Repeat exactly, please, the opening lines of the data below, through and including the line where "context.font = font" sits.

*Exercise materials*
::::::::::
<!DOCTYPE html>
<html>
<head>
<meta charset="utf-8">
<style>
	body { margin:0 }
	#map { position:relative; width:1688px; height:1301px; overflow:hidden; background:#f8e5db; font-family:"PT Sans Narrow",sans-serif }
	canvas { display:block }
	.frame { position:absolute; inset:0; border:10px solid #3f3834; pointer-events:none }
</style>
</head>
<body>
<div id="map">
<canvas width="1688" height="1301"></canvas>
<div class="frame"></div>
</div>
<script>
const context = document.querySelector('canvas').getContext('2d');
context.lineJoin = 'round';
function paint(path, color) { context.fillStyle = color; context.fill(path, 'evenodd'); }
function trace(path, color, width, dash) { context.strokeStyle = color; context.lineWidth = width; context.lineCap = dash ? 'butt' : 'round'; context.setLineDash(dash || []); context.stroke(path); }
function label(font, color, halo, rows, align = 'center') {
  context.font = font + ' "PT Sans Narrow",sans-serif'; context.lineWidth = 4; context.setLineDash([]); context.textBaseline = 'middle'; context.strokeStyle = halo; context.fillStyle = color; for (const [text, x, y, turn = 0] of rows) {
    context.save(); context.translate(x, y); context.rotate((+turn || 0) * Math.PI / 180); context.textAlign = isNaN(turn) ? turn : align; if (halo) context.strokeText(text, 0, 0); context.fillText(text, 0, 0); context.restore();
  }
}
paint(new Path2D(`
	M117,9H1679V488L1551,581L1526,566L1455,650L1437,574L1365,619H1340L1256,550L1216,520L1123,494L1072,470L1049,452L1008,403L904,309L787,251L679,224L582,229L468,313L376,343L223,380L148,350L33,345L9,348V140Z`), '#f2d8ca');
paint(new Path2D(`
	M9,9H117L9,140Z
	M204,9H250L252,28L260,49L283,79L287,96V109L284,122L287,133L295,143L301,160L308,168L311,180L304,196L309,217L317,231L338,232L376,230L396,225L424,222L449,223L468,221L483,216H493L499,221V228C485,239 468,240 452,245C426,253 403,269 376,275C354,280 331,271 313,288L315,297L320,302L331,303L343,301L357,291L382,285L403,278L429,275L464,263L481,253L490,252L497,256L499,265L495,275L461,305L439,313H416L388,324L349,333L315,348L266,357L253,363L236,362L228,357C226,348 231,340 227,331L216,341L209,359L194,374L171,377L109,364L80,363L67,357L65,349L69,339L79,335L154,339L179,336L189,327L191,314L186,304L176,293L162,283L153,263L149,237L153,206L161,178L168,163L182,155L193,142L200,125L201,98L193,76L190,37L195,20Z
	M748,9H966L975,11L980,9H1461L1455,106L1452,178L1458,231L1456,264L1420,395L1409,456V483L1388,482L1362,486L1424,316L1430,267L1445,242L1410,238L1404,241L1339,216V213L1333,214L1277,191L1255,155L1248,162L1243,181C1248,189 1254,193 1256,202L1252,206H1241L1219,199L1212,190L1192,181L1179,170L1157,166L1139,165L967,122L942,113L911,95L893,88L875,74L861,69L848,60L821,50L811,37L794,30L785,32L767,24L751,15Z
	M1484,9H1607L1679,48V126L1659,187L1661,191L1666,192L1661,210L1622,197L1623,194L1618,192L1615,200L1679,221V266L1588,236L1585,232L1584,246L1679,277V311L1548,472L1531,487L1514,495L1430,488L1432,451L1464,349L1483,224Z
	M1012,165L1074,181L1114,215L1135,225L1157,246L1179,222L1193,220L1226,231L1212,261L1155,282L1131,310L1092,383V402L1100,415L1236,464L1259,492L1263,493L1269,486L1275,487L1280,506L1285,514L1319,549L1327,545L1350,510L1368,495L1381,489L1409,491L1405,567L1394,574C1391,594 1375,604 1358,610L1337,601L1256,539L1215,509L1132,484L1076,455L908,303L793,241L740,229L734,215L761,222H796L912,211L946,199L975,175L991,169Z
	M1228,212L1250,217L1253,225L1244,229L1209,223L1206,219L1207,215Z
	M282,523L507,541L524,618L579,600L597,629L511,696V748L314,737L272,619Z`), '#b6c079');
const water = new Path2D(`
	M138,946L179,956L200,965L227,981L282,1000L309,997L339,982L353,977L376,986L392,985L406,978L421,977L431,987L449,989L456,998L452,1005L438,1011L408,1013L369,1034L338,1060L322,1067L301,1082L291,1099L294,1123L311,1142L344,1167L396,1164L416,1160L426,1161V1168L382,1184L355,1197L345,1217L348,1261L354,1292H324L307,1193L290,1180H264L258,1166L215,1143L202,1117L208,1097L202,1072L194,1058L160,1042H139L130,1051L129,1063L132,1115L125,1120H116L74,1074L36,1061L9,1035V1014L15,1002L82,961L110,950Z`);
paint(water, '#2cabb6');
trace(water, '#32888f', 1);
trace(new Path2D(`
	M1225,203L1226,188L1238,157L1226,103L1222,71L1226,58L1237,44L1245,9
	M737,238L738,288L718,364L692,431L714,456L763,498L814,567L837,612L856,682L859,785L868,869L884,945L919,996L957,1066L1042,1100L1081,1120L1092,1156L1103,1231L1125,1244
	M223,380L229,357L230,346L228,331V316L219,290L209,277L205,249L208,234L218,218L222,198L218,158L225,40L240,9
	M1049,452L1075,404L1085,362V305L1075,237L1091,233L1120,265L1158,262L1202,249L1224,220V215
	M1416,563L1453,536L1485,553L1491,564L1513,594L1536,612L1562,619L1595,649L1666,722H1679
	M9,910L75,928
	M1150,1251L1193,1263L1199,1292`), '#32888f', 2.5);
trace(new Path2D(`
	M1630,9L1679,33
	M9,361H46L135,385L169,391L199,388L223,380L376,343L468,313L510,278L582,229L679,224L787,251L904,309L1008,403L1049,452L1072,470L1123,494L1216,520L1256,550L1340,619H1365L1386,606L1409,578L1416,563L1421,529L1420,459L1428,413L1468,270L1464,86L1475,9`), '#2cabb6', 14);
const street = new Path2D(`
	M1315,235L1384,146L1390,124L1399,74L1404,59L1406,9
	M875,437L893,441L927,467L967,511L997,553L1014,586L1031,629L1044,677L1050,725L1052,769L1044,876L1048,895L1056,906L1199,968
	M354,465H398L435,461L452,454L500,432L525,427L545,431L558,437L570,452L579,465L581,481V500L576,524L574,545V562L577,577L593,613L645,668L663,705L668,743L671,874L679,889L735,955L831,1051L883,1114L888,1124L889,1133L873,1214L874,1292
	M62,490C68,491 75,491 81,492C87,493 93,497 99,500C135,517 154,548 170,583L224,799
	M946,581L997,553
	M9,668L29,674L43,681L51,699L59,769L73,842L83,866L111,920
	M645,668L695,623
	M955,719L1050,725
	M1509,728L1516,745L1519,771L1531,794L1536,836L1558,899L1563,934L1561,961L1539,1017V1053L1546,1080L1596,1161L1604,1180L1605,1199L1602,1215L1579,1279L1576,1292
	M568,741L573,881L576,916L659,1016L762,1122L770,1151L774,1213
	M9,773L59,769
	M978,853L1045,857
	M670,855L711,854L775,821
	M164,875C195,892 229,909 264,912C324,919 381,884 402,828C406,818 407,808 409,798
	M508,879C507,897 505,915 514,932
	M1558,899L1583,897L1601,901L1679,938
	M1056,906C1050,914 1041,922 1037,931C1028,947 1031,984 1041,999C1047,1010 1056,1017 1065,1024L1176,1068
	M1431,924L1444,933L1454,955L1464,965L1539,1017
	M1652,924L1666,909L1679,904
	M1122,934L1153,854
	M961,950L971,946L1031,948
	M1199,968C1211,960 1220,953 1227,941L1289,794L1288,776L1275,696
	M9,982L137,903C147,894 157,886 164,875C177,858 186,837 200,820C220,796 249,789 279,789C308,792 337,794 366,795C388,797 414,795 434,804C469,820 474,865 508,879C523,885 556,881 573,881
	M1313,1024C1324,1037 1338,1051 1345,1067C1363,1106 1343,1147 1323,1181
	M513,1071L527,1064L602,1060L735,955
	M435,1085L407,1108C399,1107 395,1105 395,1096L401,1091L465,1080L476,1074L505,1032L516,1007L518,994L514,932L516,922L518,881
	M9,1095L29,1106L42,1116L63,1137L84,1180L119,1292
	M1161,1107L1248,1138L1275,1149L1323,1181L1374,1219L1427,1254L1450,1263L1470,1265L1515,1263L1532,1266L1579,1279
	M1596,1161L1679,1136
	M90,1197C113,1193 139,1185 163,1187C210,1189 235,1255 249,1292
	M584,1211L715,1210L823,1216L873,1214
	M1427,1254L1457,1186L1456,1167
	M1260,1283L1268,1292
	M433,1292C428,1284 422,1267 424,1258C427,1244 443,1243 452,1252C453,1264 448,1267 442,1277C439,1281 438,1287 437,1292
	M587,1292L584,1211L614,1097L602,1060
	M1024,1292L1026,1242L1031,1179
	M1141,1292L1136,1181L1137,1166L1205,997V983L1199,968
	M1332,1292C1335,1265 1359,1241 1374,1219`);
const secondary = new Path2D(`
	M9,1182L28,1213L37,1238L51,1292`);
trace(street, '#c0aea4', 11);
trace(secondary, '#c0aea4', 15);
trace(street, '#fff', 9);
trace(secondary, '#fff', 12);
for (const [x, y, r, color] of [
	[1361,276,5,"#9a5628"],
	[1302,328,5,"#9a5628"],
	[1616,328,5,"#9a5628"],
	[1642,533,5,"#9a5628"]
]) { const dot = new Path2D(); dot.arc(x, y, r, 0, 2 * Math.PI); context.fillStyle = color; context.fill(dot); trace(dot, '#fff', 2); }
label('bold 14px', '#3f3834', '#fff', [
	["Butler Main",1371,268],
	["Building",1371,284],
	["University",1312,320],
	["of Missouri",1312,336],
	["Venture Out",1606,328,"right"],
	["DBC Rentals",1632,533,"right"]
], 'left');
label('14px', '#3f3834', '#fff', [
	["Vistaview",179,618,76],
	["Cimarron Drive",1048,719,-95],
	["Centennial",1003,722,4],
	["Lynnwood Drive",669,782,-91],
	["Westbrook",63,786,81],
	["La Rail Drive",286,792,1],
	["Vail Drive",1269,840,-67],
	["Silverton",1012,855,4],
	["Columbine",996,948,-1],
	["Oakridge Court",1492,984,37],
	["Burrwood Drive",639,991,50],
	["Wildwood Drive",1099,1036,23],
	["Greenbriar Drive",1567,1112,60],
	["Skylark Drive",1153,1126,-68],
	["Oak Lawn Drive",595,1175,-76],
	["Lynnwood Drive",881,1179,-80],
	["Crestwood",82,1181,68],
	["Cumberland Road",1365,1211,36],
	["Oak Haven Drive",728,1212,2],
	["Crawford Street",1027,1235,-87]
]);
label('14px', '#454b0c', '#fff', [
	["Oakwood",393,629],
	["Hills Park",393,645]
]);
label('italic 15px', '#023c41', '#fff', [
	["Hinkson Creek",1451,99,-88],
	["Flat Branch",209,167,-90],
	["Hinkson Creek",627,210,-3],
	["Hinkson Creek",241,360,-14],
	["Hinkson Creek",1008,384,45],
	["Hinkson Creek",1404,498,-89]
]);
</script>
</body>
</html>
::::::::::
*Answer for the task*
<!DOCTYPE html>
<html>
<head>
<meta charset="utf-8">
<style>
	body { margin:0 }
	#map { position:relative; width:1688px; height:1301px; overflow:hidden; background:#f8e5db; font-family:"PT Sans Narrow",sans-serif }
	canvas { display:block }
	.frame { position:absolute; inset:0; border:10px solid #3f3834; pointer-events:none }
</style>
</head>
<body>
<div id="map">
<canvas width="1688" height="1301"></canvas>
<div class="frame"></div>
</div>
<script>
const context = document.querySelector('canvas').getContext('2d');
context.lineJoin = 'round';
function paint(path, color) { context.fillStyle = color; context.fill(path, 'evenodd'); }
function trace(path, color, width, dash) { context.strokeStyle = color; context.lineWidth = width; context.lineCap = dash ? 'butt' : 'round'; context.setLineDash(dash || []); context.stroke(path); }
function label(font, color, halo, rows, align = 'center') {
  context.font = font + ' "PT Sans Narrow",sans-serif'; context.lineWidth = 4; context.setLineDash([]); context.textBaseline = 'middle'; context.strokeStyle = halo; context.fillStyle = color; for (const [text, x, y, turn = 0] of rows) {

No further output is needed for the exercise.